Virtually all proofs I have seen of the Chernoff-Hoeffding bound (and its variations/generalizations like Azuma's inequality) are derived by taking the expectation of the moment generating function $e^{tX}$ of the sum $X=\sum_{i=1}^n X_i$, and "massaging" it. It's "almost by accident" that, if the $X_i$ are independent indicator variables with average expectation $p$ (i.e. $\frac{1}{n}\sum_{i=1}^n E[X_i]=p$) we obtain the beautiful:
$$Pr(X\geq (1+\epsilon)E[X])~\leq~2^{-nH_p(1+\epsilon)p}$$
where $H_p(x)$ is the relative entropy/information gain/Kullback-Lieber divergence of $x$ in respect to $p$ (in bits, i.e. using $\log_2$; substitute $e^{-\dots}$ in the formula above if $H_p$ is expressed in nats, i.e. using $\log_e$).
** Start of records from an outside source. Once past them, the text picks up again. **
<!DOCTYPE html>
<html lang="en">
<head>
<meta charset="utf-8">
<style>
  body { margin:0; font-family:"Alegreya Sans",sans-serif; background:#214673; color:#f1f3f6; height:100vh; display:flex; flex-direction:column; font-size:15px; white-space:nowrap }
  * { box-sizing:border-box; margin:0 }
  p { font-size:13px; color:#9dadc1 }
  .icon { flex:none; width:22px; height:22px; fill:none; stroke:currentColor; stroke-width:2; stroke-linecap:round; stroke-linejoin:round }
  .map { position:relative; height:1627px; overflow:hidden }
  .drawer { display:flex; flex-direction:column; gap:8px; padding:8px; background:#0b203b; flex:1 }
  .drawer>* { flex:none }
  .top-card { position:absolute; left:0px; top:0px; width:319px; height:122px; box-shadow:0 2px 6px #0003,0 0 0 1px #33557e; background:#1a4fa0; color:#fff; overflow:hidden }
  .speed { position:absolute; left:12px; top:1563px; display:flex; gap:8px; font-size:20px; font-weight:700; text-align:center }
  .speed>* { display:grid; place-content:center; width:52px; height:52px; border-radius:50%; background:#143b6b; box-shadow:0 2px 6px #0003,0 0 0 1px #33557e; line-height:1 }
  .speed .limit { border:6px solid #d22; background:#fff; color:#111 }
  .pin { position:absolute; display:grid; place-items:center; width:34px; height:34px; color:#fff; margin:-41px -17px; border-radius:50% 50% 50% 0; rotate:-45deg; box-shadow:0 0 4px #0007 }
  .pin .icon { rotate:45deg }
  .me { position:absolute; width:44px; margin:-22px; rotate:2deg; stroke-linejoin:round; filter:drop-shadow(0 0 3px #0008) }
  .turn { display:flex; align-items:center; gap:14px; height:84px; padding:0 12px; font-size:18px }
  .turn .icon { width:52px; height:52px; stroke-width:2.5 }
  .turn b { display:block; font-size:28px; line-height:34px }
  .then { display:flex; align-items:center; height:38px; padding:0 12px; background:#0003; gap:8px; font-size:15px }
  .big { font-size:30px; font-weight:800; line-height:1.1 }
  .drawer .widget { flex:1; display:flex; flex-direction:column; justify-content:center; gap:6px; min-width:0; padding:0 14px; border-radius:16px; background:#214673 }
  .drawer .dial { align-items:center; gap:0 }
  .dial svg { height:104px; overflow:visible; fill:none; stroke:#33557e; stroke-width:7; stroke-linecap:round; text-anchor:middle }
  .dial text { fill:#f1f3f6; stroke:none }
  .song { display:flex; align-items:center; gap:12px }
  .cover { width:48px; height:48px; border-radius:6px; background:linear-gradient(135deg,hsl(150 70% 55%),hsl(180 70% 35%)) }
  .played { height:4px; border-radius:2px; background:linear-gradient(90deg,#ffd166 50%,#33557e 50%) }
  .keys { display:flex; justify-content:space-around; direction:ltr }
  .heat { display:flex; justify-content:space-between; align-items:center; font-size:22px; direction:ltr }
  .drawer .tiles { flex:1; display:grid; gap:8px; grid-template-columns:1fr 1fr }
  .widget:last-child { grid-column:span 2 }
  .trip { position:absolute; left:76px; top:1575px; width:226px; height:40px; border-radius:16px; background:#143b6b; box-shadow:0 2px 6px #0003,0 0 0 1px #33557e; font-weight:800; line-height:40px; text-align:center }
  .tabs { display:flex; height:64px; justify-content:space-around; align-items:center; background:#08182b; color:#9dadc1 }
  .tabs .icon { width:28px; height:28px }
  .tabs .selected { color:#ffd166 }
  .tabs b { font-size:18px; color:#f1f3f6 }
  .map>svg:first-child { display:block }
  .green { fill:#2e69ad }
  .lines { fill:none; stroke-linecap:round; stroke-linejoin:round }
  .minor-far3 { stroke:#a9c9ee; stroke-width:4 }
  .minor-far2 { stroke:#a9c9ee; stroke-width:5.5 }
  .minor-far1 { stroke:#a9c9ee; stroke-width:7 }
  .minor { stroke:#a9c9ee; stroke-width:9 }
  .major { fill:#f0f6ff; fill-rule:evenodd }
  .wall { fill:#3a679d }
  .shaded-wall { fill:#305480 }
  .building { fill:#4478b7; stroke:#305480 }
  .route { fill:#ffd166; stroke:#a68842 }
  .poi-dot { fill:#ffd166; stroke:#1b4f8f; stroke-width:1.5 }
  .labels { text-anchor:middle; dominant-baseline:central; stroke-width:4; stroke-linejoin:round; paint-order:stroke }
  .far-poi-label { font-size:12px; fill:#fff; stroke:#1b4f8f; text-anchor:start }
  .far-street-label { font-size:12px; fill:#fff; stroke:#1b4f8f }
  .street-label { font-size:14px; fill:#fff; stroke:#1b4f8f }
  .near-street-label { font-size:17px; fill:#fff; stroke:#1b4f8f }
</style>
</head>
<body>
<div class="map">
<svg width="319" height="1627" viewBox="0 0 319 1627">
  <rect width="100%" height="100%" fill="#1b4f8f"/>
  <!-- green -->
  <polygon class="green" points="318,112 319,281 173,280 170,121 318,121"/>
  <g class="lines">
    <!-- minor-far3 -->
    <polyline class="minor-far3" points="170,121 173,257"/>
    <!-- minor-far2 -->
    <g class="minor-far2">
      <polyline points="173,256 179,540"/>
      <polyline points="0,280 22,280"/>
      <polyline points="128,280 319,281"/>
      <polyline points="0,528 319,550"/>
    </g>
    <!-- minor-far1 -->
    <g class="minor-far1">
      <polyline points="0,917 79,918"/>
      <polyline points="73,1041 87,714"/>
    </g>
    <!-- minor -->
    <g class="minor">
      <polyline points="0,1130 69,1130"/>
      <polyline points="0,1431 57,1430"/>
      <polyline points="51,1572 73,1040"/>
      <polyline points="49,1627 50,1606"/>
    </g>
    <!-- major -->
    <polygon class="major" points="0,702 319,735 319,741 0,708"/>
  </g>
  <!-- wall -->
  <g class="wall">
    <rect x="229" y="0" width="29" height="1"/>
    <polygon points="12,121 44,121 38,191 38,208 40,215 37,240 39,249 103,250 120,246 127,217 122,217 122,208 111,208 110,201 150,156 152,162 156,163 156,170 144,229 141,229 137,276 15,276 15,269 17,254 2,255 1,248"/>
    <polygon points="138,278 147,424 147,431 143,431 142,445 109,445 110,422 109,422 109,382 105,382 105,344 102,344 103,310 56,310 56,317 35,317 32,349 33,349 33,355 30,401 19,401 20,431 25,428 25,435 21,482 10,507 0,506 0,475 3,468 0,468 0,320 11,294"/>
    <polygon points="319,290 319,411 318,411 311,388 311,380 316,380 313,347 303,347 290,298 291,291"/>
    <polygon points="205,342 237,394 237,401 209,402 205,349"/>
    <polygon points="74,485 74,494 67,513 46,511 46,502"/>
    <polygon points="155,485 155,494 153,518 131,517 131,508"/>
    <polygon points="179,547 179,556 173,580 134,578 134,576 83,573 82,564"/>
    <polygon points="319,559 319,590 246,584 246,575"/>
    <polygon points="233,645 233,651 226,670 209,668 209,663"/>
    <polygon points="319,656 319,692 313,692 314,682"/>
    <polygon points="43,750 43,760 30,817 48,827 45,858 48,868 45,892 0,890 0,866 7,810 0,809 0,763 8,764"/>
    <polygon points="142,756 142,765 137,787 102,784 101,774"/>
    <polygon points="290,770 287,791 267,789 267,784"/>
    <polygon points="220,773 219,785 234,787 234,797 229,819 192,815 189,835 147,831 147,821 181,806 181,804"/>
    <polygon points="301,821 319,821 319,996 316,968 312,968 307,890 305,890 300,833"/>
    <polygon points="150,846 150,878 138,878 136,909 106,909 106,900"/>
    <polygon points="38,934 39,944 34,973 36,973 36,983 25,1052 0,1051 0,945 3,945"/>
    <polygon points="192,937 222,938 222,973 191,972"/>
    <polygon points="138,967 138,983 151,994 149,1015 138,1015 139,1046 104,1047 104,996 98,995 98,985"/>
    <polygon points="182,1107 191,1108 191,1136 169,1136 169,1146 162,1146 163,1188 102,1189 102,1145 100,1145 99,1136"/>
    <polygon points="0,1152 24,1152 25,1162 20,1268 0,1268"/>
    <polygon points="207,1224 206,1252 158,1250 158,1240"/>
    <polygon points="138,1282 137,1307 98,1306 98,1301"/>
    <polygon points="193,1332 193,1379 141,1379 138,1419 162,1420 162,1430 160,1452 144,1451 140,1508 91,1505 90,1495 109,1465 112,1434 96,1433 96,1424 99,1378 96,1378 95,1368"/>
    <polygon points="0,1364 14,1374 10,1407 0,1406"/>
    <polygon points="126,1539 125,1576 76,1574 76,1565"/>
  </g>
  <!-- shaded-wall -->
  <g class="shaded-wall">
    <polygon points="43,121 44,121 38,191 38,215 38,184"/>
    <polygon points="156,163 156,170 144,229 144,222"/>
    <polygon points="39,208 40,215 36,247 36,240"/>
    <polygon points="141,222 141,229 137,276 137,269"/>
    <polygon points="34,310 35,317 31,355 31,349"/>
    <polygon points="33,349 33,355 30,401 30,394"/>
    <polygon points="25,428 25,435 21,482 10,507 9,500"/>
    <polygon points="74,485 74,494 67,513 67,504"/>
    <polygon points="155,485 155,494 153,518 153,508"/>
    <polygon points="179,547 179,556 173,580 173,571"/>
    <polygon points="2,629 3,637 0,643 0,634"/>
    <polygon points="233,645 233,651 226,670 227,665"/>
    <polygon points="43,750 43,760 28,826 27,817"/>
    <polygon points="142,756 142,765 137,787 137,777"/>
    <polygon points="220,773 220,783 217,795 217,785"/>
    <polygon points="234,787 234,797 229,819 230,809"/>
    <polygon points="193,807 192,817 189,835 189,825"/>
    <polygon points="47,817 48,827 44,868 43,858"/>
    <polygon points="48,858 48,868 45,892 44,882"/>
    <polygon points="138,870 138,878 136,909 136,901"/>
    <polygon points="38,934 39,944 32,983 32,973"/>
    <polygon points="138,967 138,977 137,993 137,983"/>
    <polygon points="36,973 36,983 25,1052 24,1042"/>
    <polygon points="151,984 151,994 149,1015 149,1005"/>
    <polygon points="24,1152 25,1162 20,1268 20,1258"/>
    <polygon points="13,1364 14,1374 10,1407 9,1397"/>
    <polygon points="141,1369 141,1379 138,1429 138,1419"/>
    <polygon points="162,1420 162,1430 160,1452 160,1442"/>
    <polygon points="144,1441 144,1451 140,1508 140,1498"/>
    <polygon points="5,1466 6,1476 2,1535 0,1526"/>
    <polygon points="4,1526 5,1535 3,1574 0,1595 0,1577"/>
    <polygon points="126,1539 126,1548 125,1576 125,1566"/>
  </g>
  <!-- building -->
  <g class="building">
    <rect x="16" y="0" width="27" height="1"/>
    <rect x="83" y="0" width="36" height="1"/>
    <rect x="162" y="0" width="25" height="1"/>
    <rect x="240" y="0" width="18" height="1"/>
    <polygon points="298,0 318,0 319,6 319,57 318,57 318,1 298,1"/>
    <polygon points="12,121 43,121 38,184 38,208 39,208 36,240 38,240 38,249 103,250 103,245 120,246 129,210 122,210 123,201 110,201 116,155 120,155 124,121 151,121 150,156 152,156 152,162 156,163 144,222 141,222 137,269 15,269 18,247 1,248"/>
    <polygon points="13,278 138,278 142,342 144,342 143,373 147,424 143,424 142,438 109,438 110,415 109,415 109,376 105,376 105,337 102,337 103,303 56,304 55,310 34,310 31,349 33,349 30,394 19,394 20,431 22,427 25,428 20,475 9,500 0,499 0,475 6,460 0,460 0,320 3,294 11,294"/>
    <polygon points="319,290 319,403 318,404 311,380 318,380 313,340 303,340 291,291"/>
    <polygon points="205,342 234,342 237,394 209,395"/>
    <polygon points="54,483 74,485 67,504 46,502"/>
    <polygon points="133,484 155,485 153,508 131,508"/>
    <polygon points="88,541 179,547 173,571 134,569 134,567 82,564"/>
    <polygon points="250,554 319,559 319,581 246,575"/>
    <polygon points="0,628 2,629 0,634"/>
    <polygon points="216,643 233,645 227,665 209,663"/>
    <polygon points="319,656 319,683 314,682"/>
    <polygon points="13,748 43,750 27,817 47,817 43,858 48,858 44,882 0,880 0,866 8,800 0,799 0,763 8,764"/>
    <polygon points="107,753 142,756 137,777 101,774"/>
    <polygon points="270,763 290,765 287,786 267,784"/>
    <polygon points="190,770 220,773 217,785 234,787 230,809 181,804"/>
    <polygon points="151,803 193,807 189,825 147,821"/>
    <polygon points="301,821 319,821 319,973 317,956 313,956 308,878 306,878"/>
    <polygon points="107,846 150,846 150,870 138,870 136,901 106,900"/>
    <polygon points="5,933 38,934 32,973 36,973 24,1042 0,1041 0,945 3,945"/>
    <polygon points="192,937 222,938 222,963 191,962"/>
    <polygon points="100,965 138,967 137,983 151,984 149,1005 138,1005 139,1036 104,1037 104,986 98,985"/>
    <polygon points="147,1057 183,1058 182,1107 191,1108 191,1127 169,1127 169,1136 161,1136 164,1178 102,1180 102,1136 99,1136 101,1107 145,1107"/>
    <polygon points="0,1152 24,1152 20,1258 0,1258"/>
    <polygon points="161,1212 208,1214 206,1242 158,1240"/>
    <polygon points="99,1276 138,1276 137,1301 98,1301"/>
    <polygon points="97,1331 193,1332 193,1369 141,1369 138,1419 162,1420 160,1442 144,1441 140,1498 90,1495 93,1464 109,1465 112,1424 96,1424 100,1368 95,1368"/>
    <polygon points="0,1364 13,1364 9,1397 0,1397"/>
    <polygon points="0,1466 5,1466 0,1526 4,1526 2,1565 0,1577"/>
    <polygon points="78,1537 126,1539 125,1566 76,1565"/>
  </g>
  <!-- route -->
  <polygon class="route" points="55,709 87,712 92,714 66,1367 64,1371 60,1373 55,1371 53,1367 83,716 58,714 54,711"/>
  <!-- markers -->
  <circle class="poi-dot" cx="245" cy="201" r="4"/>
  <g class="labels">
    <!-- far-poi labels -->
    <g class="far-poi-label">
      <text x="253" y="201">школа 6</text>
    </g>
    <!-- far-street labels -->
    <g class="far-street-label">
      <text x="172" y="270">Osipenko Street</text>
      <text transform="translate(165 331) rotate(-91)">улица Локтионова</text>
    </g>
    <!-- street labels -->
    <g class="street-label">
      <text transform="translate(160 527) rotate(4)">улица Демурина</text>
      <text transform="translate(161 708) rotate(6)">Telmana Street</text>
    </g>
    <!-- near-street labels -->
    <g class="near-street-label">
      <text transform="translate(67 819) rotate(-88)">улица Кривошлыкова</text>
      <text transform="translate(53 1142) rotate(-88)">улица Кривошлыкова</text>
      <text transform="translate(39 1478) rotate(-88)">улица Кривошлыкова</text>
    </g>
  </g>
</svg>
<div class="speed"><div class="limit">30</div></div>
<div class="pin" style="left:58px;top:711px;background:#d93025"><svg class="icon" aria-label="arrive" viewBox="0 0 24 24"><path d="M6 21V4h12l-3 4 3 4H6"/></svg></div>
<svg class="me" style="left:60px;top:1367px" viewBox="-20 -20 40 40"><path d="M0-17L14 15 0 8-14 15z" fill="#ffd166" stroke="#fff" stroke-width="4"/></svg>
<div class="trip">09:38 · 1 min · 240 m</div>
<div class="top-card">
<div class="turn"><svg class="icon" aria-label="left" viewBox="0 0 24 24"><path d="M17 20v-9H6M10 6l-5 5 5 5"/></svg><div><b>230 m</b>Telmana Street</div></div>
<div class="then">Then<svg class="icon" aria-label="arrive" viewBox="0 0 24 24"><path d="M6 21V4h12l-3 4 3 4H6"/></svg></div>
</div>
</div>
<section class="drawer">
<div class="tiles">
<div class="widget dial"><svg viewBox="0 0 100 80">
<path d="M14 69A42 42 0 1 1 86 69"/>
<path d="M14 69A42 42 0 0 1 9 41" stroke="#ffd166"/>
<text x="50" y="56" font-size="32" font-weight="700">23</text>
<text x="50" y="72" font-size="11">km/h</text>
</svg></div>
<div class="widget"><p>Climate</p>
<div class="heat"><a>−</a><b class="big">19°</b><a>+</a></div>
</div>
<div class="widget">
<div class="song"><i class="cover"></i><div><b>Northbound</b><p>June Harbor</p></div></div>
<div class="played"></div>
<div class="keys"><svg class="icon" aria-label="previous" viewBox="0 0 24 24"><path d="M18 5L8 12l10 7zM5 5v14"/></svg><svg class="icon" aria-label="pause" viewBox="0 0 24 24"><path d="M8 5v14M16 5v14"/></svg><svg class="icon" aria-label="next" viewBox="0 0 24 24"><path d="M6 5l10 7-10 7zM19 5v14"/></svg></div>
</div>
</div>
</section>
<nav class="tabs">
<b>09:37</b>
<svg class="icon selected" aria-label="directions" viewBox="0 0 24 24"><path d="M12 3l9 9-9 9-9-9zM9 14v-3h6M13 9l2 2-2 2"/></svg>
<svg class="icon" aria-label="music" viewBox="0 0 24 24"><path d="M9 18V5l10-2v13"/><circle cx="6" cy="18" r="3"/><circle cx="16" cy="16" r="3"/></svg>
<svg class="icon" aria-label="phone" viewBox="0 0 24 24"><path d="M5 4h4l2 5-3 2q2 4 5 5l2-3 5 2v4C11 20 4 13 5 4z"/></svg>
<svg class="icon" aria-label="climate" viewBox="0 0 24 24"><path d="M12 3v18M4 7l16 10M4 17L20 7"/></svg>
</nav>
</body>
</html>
This has a very intuitive interpretation: every extra bit of "surprisal" in an outcome lowers the probability of seeing that outcome by a factor $2$.
Can one derive the Chernoff-Hoeffding bound directly through an information theoretic argument? Something along the lines "if encoding this requires $b$ bits, then it can't occur with probability greater than $2^{-b}$"? Shouldn't this easily cover the case when the $X_i$ are dependent, too?